Disruption to Indicator Risk Scoring

Incident Report for Recorded Future

Postmortem

Issue:

On Monday, June 20th, 2022, the Recorded Future risk scoring feature was affected by a bug introduced during a platform update that resulted in incorrect calculation of risk scores for many entities, across all entity types. As a result, false positives due to inflated suspicious and malicious risk scores on IOCs (indicators of compromise) were experienced across all parts of the platform including the Portal, Alerts, API, and our partner integrations.

Impact:

The effects of this issue causing inflated risk scores and resulting false positives were encountered in a variety of ways:

displayed in Intelligence Cards, both Portal and Mobile.
alerts pertaining to risk-score driven Intelligence Goal Library use cases
risk lists and indicator enrichment in third-party technology integrations

Although this incident affected all types of indicators in the platform, the total number of entities affected made up roughly 5% or less of each of our default risk lists for each entity type.

Root Cause:

As part of our product release during the morning of June 20th, there was an update to an external library used by our risk scoring code. The update in question included a breaking change that wasn’t highlighted in the library’s change log. As a result, risk rules were computed incorrectly.

Remediation:

The Recorded Future data science and platform engineering teams kicked off several processes to recover from this incident including both a manual correction effort to remediate individual entities, largely domains, that were reported as high-impact false positives and an automated process to reevaluate risk rules for all impacted entities. Our initial focus was on reprocessing and updating the risk scores related to entities that were inaccurately put on our default risk lists because of the error.

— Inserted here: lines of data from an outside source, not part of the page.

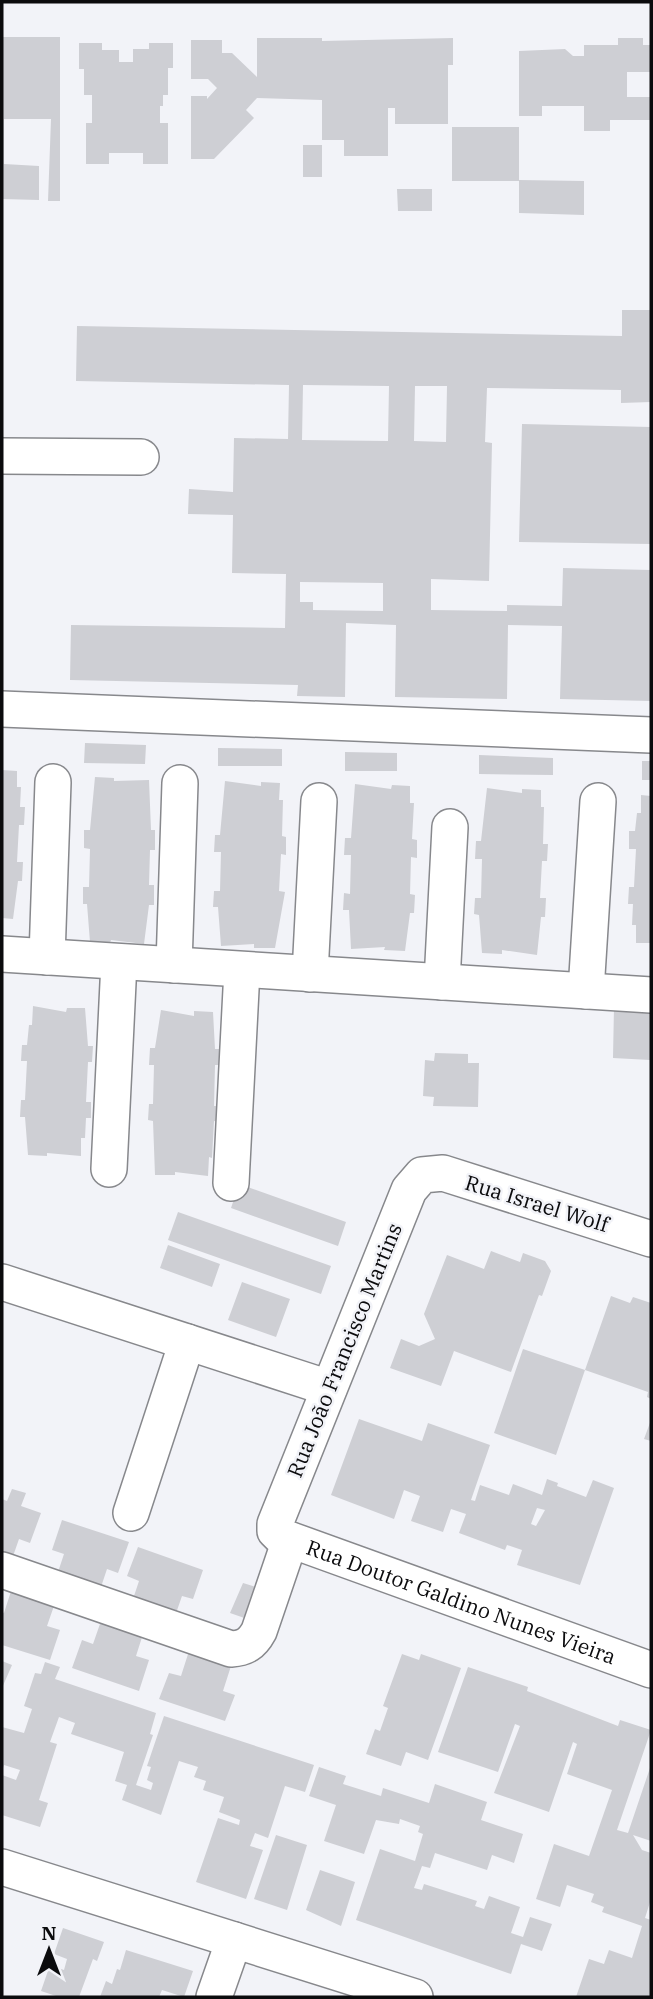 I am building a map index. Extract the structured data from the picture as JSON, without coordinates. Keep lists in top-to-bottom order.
{
  "streets": {
    "street": ["Rua Israel Wolf", "Rua João Francisco Martins", "Rua Doutor Galdino Nunes Vieira"]
  },
  "crossings": [
    ["Rua Israel Wolf", "Rua João Francisco Martins"],
    ["Rua João Francisco Martins", "Rua Doutor Galdino Nunes Vieira"]
  ],
  "north": "top"
} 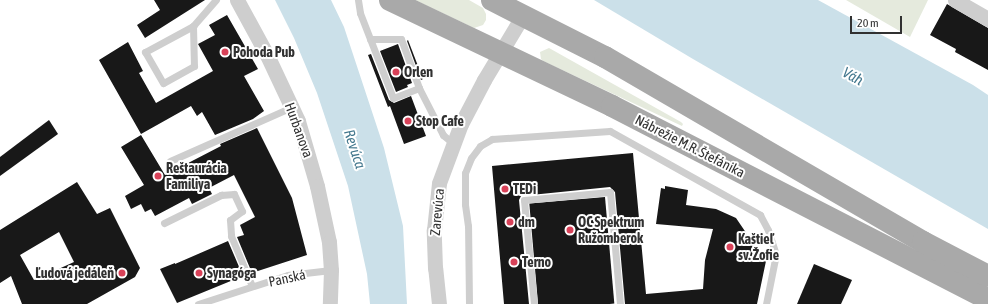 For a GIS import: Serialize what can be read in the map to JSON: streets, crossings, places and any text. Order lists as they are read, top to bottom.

Monday, June 20th - Issue first reported in the morning EDT. By 12pm EDT, it was determined to be a systemic issue related to risk scoring. Manual fixes of individual, incorrect scores began.

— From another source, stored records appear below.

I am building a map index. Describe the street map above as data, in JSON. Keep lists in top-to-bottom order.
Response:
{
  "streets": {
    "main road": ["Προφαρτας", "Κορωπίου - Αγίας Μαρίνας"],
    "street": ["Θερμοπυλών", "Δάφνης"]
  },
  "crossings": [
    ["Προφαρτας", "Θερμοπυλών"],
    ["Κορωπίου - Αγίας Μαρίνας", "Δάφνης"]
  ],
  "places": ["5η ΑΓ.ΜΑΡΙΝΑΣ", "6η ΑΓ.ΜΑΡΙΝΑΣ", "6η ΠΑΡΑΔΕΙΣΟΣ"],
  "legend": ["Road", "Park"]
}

Tuesday, June 21st - Early morning EDT, new false positives were stopped. The root cause was confirmed. Shortly after a fix was in place and systemic reprocessing of risk scores began.

Wednesday, June 22nd - Reprocessing of risk scores continued with priority given to domains incorrectly scored > 65 (malicious/very malicious level) to reduce further impact on integrations.

Friday, June 24th - By 2pm EDT, all domain risk scores and most IP and URL risk scores were corrected. Risk scores related to affected hashes and other entities were still being reprocessed.

Monday, June 27th - By afternoon EDT, all IPs and URL indicators with scores of 65 or higher had been fixed. This is in addition to domains with scores 65+, which were fixed previously.

Path Forward:

We are taking several actions as priority to prevent and mitigate impact of similar systemic issues related to risk scoring in the future. This includes steps to better avoid, identify, verify, revert, and recover more efficiently.

Optimize A/B testing to include the impact of new libraries on the risk scoring framework
Lower threshold for escalating data issues that would trigger reversion of deployment
Manual monitoring of risk score quality as backup to existing, automated alert monitoring
Adding flexibility to reprocessing of risk rules to speed up recovery on risk scores

Posted Jun 30, 2022 - 15:01 EDT

Resolved

Dear Client,

We're happy to say this incident is fully resolved, with entity and platform risk scoring functioning at optimal levels.

A post mortem will be made available for clients that require it via https://status.recordedfuture.com/#past-incidents , and can be obtained directly from your customer success consultant. Otherwise, please contact our support team at support@recordedfuture.com if you have any questions.

Regards,
Recorded Future Platform Operations

Posted Jun 30, 2022 - 14:58 EDT

Update

Dear Client,

We wanted to provide an update pertaining to the correction and recovery of risk scoring data affected by this service disruption. At this point in time, all domain indicators with false malicious level scoring have been corrected in the platform, with only a very small amount URLs and IPs to correct that are of a false malicious risk level. All affected hashes, as well as any remaining indicators with false malicious level scoring should be fixed over the weekend. Any other related issues, including false suspicious level risk indicators, should be completely corrected by early next week.

We will continue to provide updates as they become available, and a post mortem will be provided for those clients that require it. Please contact our support team at support@recordedfuture.com if you have any questions in the interim.

Regards,
Recorded Future Platform Operations

Posted Jun 24, 2022 - 14:01 EDT

Monitoring

Dear Client,

We have seen incidents pertaining to indicators in our platform reflecting false positive elevations in risk scoring, possibly to malicious / very malicious levels. Although this affects all types of indicators in the platform, the total number of entities affected make up roughly 5% or less of each of our default risk lists for each entity type.

At this point in time, we have fixed the defect that has caused this behavior, and have already started applying mitigation or removing incorrect risk scores where applicable. We expect corrections to be in place within the next 24 hours for the majority of high risk indicators, but we will continue monitor the rest of this week for any other issues, and fix all remaining discrepancies.

We will continue to provide updates as they become available. Please contact our support team at support@recordedfuture.com if you have any questions.

Regards,
Recorded Future Platform Operations

Posted Jun 21, 2022 - 13:54 EDT

This incident affected: Collection and Processing.